**AIM OF THE EXERCISE:**
Your answer must be an exact copy of the data below, minus any pictures.

**SUPPLIED ENTRIES:**
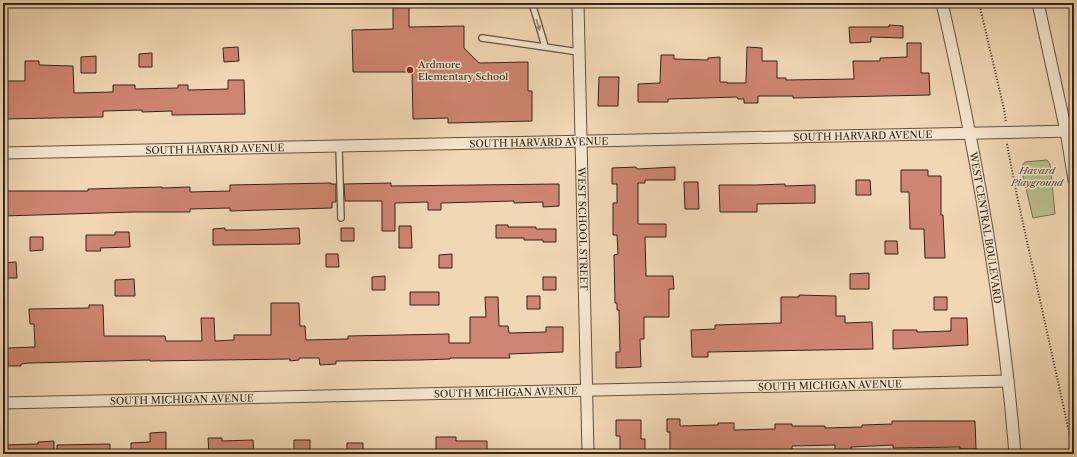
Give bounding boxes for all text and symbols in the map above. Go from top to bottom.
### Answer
one-way arrow [535,19,541,31]
place label: Ardmore Elementary School [417,58,508,83]
marker: Ardmore Elementary School [405,65,415,75]
street label: SOUTH HARVARD AVENUE [793,127,932,143]
street label: SOUTH HARVARD AVENUE [469,134,609,150]
street label: SOUTH HARVARD AVENUE [145,141,285,157]
street label: WEST CENTRAL BOULEVARD [967,150,1005,304]
park label: Havard Playground [1010,164,1064,189]
street label: WEST SCHOOL STREET [575,166,591,291]
street label: SOUTH MICHIGAN AVENUE [758,377,902,393]
street label: SOUTH MICHIGAN AVENUE [434,384,578,400]
street label: SOUTH MICHIGAN AVENUE [110,391,254,407]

**OUTPUT OF THE TASK:**
Give bounding boxes for all text and symbols in the map above. Go from top to bottom.
### Answer
one-way arrow [535,19,541,31]
place label: Ardmore Elementary School [417,58,508,83]
marker: Ardmore Elementary School [405,65,415,75]
street label: SOUTH HARVARD AVENUE [793,127,932,143]
street label: SOUTH HARVARD AVENUE [469,134,609,150]
street label: SOUTH HARVARD AVENUE [145,141,285,157]
street label: WEST CENTRAL BOULEVARD [967,150,1005,304]
park label: Havard Playground [1010,164,1064,189]
street label: WEST SCHOOL STREET [575,166,591,291]
street label: SOUTH MICHIGAN AVENUE [758,377,902,393]
street label: SOUTH MICHIGAN AVENUE [434,384,578,400]
street label: SOUTH MICHIGAN AVENUE [110,391,254,407]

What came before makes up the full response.